A recent drop in Treasury bill (T-bill) returns has sent ripples through Kenya’s financial markets.
Especially among Money Market Funds (MMFs), which are heavily invested in these government securities.
Data from the Central Bank of Kenya (CBK) shows that for the first time in months, all three T-bill tenures posted returns below 10% in June.
Therefore, signaling a shift in short-term interest rates and affecting investor earnings.

Money Market Funds: Kenya’s Preferred Investment Option
Money Market Funds have steadily gained popularity in Kenya, commanding over 64.4% of all collective investment schemes.
Their appeal lies in the promise of low-risk, stable returns, often tied to government debt instruments such as T-bills.
Unit Trust managers allocate a large portion of these pooled funds to short-term securities in pursuit of consistent yields.
According to the Capital Markets Authority (CMA), these funds manage assets worth over KSh 319.7 billion.
Also, reflecting strong public confidence and a growing appetite for secure, short-term investments.
Treasury Bill Auction Results: June 6, 2025
CBK’s T-bill auction held on June 6, 2025, saw a total of KSh 57.4 billion raised—well above the targeted KSh 24 billion.
However, despite the oversubscription, the yields offered fell below the symbolic 10% threshold across all maturities:
T-Bill Tenure | Return (%) |
---|---|
91-day | 8.2816% |
182-day | 8.5433% |
364-day | 9.9985% |
This marked a drop from previous rates of 8.2927%, 8.5642%, and 10%, respectively, recorded in the last auction cycle.
Expert Insight: What It Means for MMFs
Financial advisor Alfred Methu highlighted that MMFs are directly affected by movements in T-bill yields due to their investment structure.
“The bulk of MMF portfolios consist of T-bills. So when rates fall, the earnings distributed to MMF investors are also adjusted downwards,” he explained.
He further added that increased financial literacy among Kenyans and volatile market conditions have made MMFs an attractive option.
Especially for conservative investors looking for liquidity and safety.
Funds Posting Sub-10% Daily Returns
With T-bill returns slipping, MMFs have begun reporting reduced yields.

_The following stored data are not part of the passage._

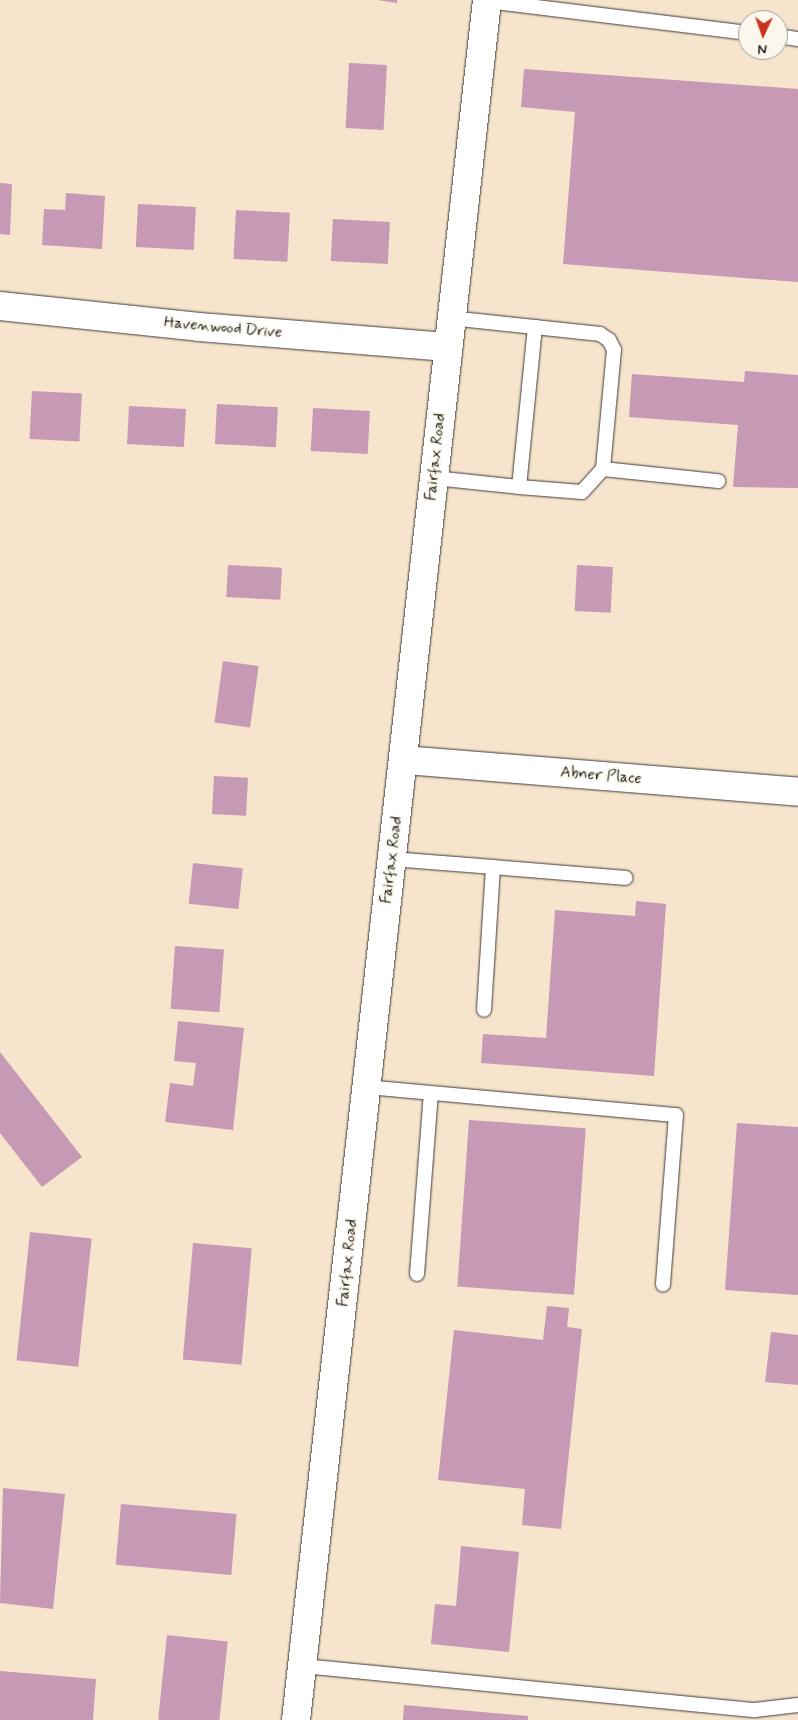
<!DOCTYPE html>
<style>
body{margin:0}
#map{position:relative;width:798px;height:1720px;overflow:hidden;background:#f6e4cd;font-family:Mynerve,sans-serif}
div>[style]{position:absolute}
[style*='--x']{left:calc(var(--x)*1px);top:calc(var(--y)*1px);width:calc(var(--w)*1px);rotate:calc(var(--a)*1deg)}
.building>*{inset:0;background:#c699b5;transform-origin:0 0}
.roads{filter:drop-shadow(0 0 1px #3d3a37) drop-shadow(0 0 1px #3d3a37)}
.service>*{height:14px;margin:-7px;padding:0 7px;transform-origin:7px;border-radius:7px;background:#fff}
.minor>*{height:28px;margin:-14px;padding:0 14px;transform-origin:14px;border-radius:14px;background:#fff}
.tertiary>*{height:28px;margin:-14px;padding:0 14px;transform-origin:14px;border-radius:14px;background:#fff}
span{translate:-50% -50%;white-space:nowrap;text-align:center;line-height:1.15;-webkit-text-stroke:4px #fbf7ec;paint-order:stroke}
.street-label{font-size:16px;color:#1c1c1c}
.north{position:absolute;left:738px;top:10px;width:50px;height:50px;box-sizing:border-box;background:#fbf7ec;border:1px solid #a29f99;border-radius:50%;rotate:183deg;font-size:14px;font-weight:700;line-height:20px;text-align:center;color:#1c1c1c}
.north::after{content:'';display:block;margin:auto;width:18px;height:22px;background:#c8321e;clip-path:polygon(50% 0,100% 100%,50% 72%,0 100%)}
</style>
<div id="map">
<div class="building">
<i style="clip-path:polygon(377px 0,397px 0,397px 3px)"></i>
<i style="left:349px;top:63px;width:38px;height:65px;rotate:3deg"></i>
<i style="clip-path:polygon(524px 69px,798px 89px,798px 282px,563px 264px,575px 112px,521px 107px)"></i>
<i style="clip-path:polygon(0 183px,12px 184px,10px 235px,0 234px)"></i>
<i style="clip-path:polygon(66px 193px,105px 196px,102px 249px,42px 245px,44px 209px,65px 210px)"></i>
<i style="left:138px;top:204px;width:58px;height:43px;rotate:3deg"></i>
<i style="left:236px;top:210px;width:54px;height:49px;rotate:3deg"></i>
<i style="left:333px;top:219px;width:57px;height:42px;rotate:3deg"></i>
<i style="clip-path:polygon(745px 371px,798px 375px,798px 488px,733px 487px,738px 425px,629px 417px,632px 374px,744px 382px)"></i>
<i style="left:32px;top:391px;width:50px;height:48px;rotate:3deg"></i>
<i style="left:217px;top:404px;width:61px;height:40px;rotate:3deg"></i>
<i style="left:129px;top:406px;width:57px;height:38px;rotate:3deg"></i>
<i style="left:313px;top:408px;width:57px;height:43px;rotate:3deg"></i>
<i style="left:228px;top:565px;width:54px;height:32px;rotate:3deg"></i>
<i style="left:577px;top:565px;width:36px;height:46px;rotate:3deg"></i>
<i style="left:223px;top:661px;width:36px;height:62px;rotate:8deg"></i>
<i style="left:214px;top:776px;width:34px;height:38px;rotate:3deg"></i>
<i style="left:193px;top:863px;width:50px;height:41px;rotate:6deg"></i>
<i style="clip-path:polygon(636px 901px,666px 904px,654px 1076px,481px 1063px,483px 1034px,546px 1038px,555px 910px,635px 916px)"></i>
<i style="left:175px;top:946px;width:49px;height:63px;rotate:4deg"></i>
<i style="clip-path:polygon(178px 1021px,244px 1028px,233px 1130px,165px 1122px,170px 1083px,193px 1086px,196px 1063px,174px 1061px)"></i>
<i style="clip-path:polygon(0 1052px,82px 1157px,42px 1187px,0 1133px)"></i>
<i style="left:469px;top:1120px;width:117px;height:167px;rotate:4deg"></i>
<i style="clip-path:polygon(737px 1123px,798px 1127px,798px 1295px,725px 1290px)"></i>
<i style="left:30px;top:1232px;width:62px;height:129px;rotate:6deg"></i>
<i style="left:193px;top:1243px;width:59px;height:117px;rotate:5deg"></i>
<i style="clip-path:polygon(547px 1306px,569px 1308px,567px 1327px,582px 1329px,561px 1529px,522px 1525px,525px 1489px,438px 1480px,454px 1330px,543px 1340px)"></i>
<i style="clip-path:polygon(771px 1332px,798px 1335px,798px 1385px,765px 1382px)"></i>
<i style="clip-path:polygon(3px 1488px,65px 1494px,53px 1609px,0 1603px)"></i>
<i style="left:121px;top:1504px;width:116px;height:61px;rotate:5deg"></i>
<i style="clip-path:polygon(461px 1546px,519px 1552px,509px 1652px,431px 1644px,435px 1604px,456px 1606px)"></i>
<i style="left:167px;top:1635px;width:61px;height:85px;rotate:6deg"></i>
<i style="clip-path:polygon(0 1671px,96px 1679px,93px 1720px,0 1720px)"></i>
<i style="clip-path:polygon(404px 1705px,528px 1716px,528px 1720px,403px 1720px)"></i>
</div>
<div class="roads">
<div class="service">
<i style="--x:487;--y:1;--w:263;--a:7"></i>
<i style="--x:778;--y:36;--w:20;--a:9"></i>
<i style="--x:450;--y:318;--w:151;--a:6.1"></i>
<i style="--x:600;--y:334;--w:11;--a:34"></i>
<i style="--x:609;--y:340;--w:11;--a:63"></i>
<i style="--x:614;--y:350;--w:120;--a:95.3"></i>
<i style="--x:603;--y:469;--w:116;--a:6"></i>
<i style="--x:434;--y:478;--w:85;--a:6"></i>
<i style="--x:519;--y:487;--w:161;--a:-84.3"></i>
<i style="--x:519;--y:487;--w:63;--a:4.5"></i>
<i style="--x:582;--y:492;--w:31;--a:-48"></i>
<i style="--x:392;--y:859;--w:101;--a:4.5"></i>
<i style="--x:493;--y:867;--w:143;--a:93.6"></i>
<i style="--x:493;--y:867;--w:133;--a:4.7"></i>
<i style="--x:366;--y:1087;--w:311;--a:5.2"></i>
<i style="--x:676;--y:1115;--w:170;--a:94.4"></i>
<i style="--x:417;--y:1274;--w:181;--a:-85.6"></i>
<i style="--x:303;--y:1666;--w:454;--a:5.6"></i>
<i style="--x:755;--y:1710;--w:43;--a:-6.6"></i>
</div>
<div class="minor">
<i style="--x:0;--y:306;--w:200;--a:6"></i>
<i style="--x:199;--y:327;--w:249;--a:4.6"></i>
<i style="--x:404;--y:760;--w:395;--a:4.6"></i>
</div>
<div class="tertiary">
<i style="--x:296;--y:1720;--w:1731;--a:-83.66"></i>
</div>
</div>
<div class="street-label">
<span style="left:223px;top:328px;rotate:5deg">Havenwood Drive</span>
<span style="left:436px;top:457px;rotate:-84deg">Fairfax Road</span>
<span style="left:601px;top:776px;rotate:5deg">Abner Place</span>
<span style="left:392px;top:860px;rotate:-83deg">Fairfax Road</span>
<span style="left:348px;top:1263px;rotate:-84deg">Fairfax Road</span>
</div>
<div class="north">N</div>
</div>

Based on data published on June 9, 2025, the following MMFs are now offering daily returns below 10%:
Money Market Fund | Daily Return (%) |
---|---|
ICEA Money Market Fund | 9.46 |
African Alliance Money Market Fund | 7.6 |
African Alliance Enhanced MMF | 8.17 |
CIC Money Market Fund | 9.49 |
CIC Wealth Money Market Fund | 7.5 |
CPF Money Market Fund | 8.53 |
Mali Money Market Fund | 9.62 |
Genghis Money Market Fund | 9.88 |
Equity Money Market Fund | 5.3 |
Ziidi Money Market Fund (by Safaricom) | 7.13 |
Co-operative Bank Money Market Fund | 9.49 |
Top Performers Still Holding Strong
Despite the general drop, a few MMFs are maintaining relatively high returns—close to the 10% mark.

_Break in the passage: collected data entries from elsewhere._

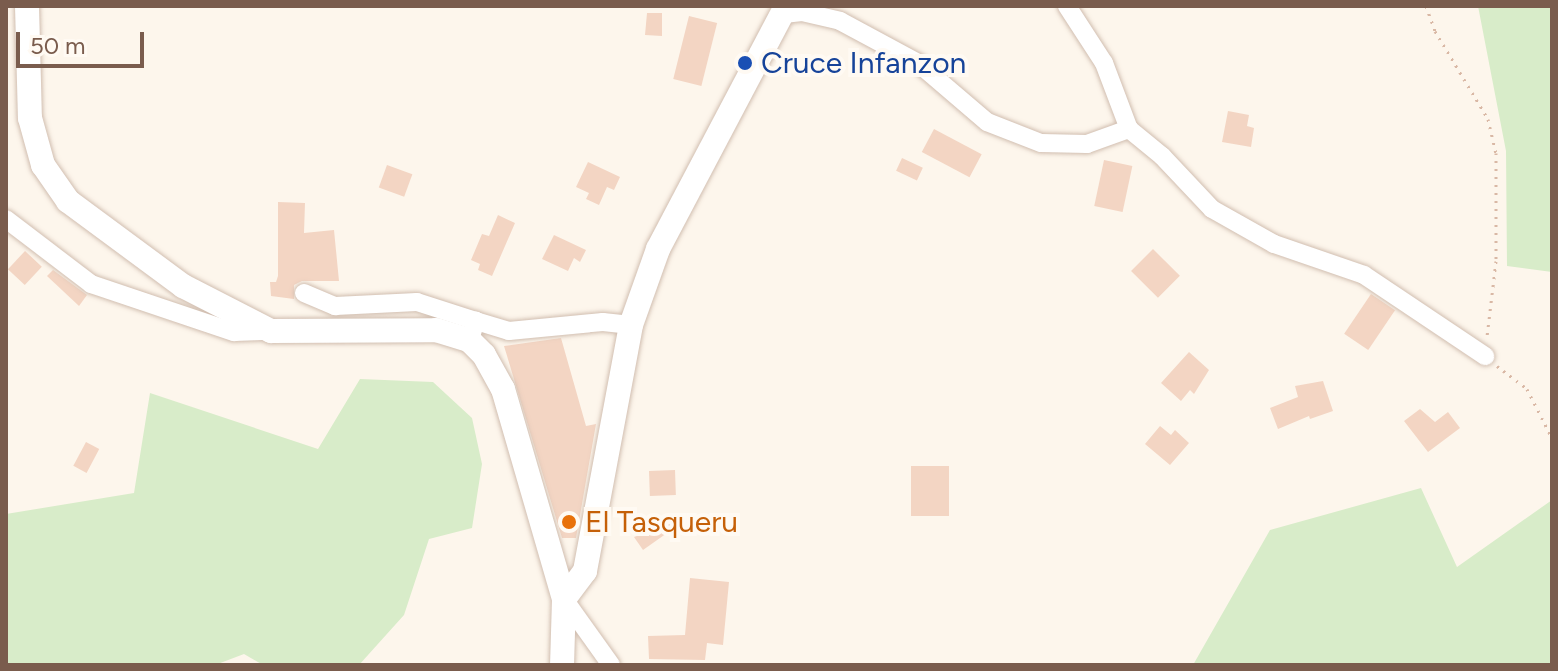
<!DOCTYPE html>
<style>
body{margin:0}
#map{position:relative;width:1558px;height:671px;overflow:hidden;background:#fdf6ec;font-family:Figtree,sans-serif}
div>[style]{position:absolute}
.green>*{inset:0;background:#d8ecc9}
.building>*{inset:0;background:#f3d5c3;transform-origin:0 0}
.path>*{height:3px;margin-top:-1.5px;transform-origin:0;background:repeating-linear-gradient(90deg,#d9b8a5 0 2px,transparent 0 8px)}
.roads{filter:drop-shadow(0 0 2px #d1beb0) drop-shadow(0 0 2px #d1beb0)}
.street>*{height:18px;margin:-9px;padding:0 9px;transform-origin:9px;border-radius:9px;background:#fff}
.secondary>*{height:24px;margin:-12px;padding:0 12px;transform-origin:12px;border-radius:12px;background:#fff}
.dots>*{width:22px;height:22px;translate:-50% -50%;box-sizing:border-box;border:4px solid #fffaf3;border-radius:50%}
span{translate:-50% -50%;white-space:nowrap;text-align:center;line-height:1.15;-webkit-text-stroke:8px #fffaf3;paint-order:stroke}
.transit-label{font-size:30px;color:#164399}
.left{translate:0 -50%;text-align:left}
.food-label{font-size:30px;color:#c56008}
.frame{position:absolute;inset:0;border:8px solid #7a5c4d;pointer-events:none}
.scale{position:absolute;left:16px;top:32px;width:128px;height:36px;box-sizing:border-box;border:4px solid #7a5c4d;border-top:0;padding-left:10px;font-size:24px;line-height:28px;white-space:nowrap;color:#7a5c4d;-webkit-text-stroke:6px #fffaf3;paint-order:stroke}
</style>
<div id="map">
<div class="green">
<i style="clip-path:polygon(1478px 6px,1552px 6px,1552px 272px,1507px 266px,1506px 151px)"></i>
<i style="clip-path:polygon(360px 379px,433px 382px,472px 418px,482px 464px,472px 528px,429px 539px,404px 615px,359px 665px,263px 665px,244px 654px,215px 665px,6px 665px,6px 514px,134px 493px,150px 393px,318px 449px)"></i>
<i style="clip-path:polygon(1421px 488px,1457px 567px,1552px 500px,1552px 665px,1193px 665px,1270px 530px)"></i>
</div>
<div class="building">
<i style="clip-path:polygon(647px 13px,662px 13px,662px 36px,645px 35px)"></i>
<i style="left:689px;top:16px;width:29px;height:65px;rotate:14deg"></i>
<i style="clip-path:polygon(1228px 111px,1249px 115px,1247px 126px,1254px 128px,1251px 147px,1222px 142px)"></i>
<i style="left:934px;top:129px;width:54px;height:26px;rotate:28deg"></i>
<i style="left:902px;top:158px;width:23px;height:14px;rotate:25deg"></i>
<i style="left:1104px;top:160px;width:29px;height:47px;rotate:12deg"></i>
<i style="clip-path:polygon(588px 162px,620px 177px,614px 190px,607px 187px,599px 205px,586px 199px,589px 193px,576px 187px)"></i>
<i style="left:387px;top:165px;width:27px;height:24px;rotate:20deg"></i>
<i style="clip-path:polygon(278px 202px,305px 203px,304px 233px,334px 230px,339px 281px,302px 281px,294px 285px,294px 299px,271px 296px,270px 282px,276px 282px,278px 276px)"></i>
<i style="clip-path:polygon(498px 215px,515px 223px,492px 276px,478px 270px,480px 264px,471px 260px,482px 234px,489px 236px)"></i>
<i style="clip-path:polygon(554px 235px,586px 250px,580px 262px,574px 258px,568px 271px,542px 259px)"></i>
<i style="left:1153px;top:249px;width:38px;height:31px;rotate:45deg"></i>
<i style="left:25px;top:251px;width:23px;height:25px;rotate:43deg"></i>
<i style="clip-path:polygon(53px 270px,87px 295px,79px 306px,47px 276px)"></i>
<i style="left:1371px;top:294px;width:29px;height:48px;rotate:34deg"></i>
<i style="clip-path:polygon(561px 338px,586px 426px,596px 424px,576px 538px,562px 538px,504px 346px)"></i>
<i style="clip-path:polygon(1189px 352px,1209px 370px,1194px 394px,1190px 390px,1181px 401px,1161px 383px)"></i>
<i style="clip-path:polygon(1323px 381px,1333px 411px,1310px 419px,1309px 416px,1278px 429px,1270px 408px,1298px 397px,1295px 386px)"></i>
<i style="clip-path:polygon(1420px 409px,1435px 422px,1448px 412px,1460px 428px,1428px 452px,1404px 421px)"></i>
<i style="clip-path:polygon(1160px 426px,1171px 435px,1175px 430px,1189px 443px,1170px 465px,1145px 444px)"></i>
<i style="left:86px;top:442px;width:15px;height:27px;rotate:28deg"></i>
<i style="left:911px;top:466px;width:38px;height:50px"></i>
<i style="left:675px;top:470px;width:25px;height:26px;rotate:88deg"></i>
<i style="clip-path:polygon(675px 522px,677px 526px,643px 550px,634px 537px)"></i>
<i style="clip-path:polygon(690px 578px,729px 582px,723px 645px,707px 643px,705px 660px,649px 659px,648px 636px,685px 635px)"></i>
</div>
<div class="path">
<i style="left:1426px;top:6px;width:27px;rotate:70deg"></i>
<i style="left:1435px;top:31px;width:103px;rotate:58.9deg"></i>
<i style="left:1488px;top:119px;width:35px;rotate:77deg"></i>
<i style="left:1496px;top:153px;width:108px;rotate:90deg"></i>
<i style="left:1496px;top:261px;width:76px;rotate:96.8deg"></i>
<i style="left:1497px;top:366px;width:38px;rotate:37deg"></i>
<i style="left:1527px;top:389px;width:55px;rotate:63deg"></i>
</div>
<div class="roads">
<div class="street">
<i style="left:1067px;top:6px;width:68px;rotate:57deg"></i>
<i style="left:1104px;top:63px;width:71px;rotate:69.3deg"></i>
<i style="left:784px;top:14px;width:18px;rotate:-6deg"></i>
<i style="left:802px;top:12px;width:39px;rotate:13deg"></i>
<i style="left:840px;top:21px;width:89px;rotate:28.3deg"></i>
<i style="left:918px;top:63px;width:91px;rotate:40.5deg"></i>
<i style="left:987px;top:122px;width:58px;rotate:21.3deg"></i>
<i style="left:1041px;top:143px;width:46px;rotate:1.2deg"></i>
<i style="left:1087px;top:144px;width:45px;rotate:-19.7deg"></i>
<i style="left:1129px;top:129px;width:43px;rotate:39.3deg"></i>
<i style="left:1162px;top:156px;width:73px;rotate:46.7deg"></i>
<i style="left:1212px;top:209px;width:71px;rotate:29.4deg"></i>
<i style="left:1274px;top:244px;width:95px;rotate:19deg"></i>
<i style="left:1364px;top:275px;width:146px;rotate:33.8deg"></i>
<i style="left:6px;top:219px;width:107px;rotate:37.4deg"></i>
<i style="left:91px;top:284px;width:151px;rotate:18.6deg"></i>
<i style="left:234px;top:332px;width:35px;rotate:-2deg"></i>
<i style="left:304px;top:293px;width:34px;rotate:23deg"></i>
<i style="left:335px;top:306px;width:82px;rotate:-2.8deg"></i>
<i style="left:417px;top:302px;width:62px;rotate:17.9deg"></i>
<i style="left:472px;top:333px;width:13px;rotate:-72deg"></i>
<i style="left:476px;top:321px;width:34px;rotate:17deg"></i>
<i style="left:509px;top:331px;width:94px;rotate:-5.5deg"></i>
<i style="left:603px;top:322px;width:28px;rotate:6deg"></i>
<i style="left:564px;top:599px;width:81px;rotate:54.5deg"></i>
</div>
<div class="secondary">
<i style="left:27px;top:6px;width:112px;rotate:88.5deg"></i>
<i style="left:30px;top:118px;width:49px;rotate:74.5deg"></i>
<i style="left:43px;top:165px;width:44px;rotate:55.2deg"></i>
<i style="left:68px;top:201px;width:143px;rotate:36.5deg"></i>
<i style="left:183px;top:286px;width:99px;rotate:27.1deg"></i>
<i style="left:271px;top:331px;width:165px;rotate:-0.3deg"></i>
<i style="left:436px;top:330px;width:34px;rotate:17deg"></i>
<i style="left:469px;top:340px;width:21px;rotate:45deg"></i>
<i style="left:484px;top:355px;width:39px;rotate:61deg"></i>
<i style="left:503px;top:389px;width:219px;rotate:73.8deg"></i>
<i style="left:564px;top:599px;width:66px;rotate:91.7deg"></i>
<i style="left:564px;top:599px;width:35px;rotate:-53deg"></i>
<i style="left:585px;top:571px;width:250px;rotate:-79.4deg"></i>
<i style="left:631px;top:325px;width:81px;rotate:-70.4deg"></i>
<i style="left:658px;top:249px;width:275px;rotate:-62.2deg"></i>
</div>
</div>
<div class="dots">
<i style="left:745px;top:63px;background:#1a4fb4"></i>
<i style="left:569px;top:522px;background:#e8710a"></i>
</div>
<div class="transit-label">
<span class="left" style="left:761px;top:63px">Cruce Infanzon</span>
</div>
<div class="food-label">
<span class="left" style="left:585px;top:522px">El Tasqueru</span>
</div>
<div class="frame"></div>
<div class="scale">50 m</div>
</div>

Notably, CIC Money Market Fund and Sanlam MMF remain among the top performers in terms of size and returns.
Meanwhile, Safaricom’s Ziidi MMF, launched in December 2024, has rapidly grown to manage over KSh 7.4 billion in assets, capturing a 2.3% market share in less than a year.
What Should Investors Do?
While the current rate dip may cause concern, experts recommend maintaining a long-term view:
Avoid panic withdrawals – MMFs still offer relatively stable returns compared to riskier investments.
Compare fund managers – Shop around for the best-performing funds with low management fees.
Diversify wisely – Consider complementary instruments such as infrastructure bonds or fixed savings accounts.
Conclusion
The decline in Treasury bill returns below 10% has impacted the earnings potential of Kenya’s leading Money Market Funds.
As yields compress, fund managers and investors alike are reassessing strategies to remain competitive and deliver value.
Despite the setback, MMFs remain a cornerstone of Kenya’s investment landscape, offering low-risk avenues for savings and short-term income.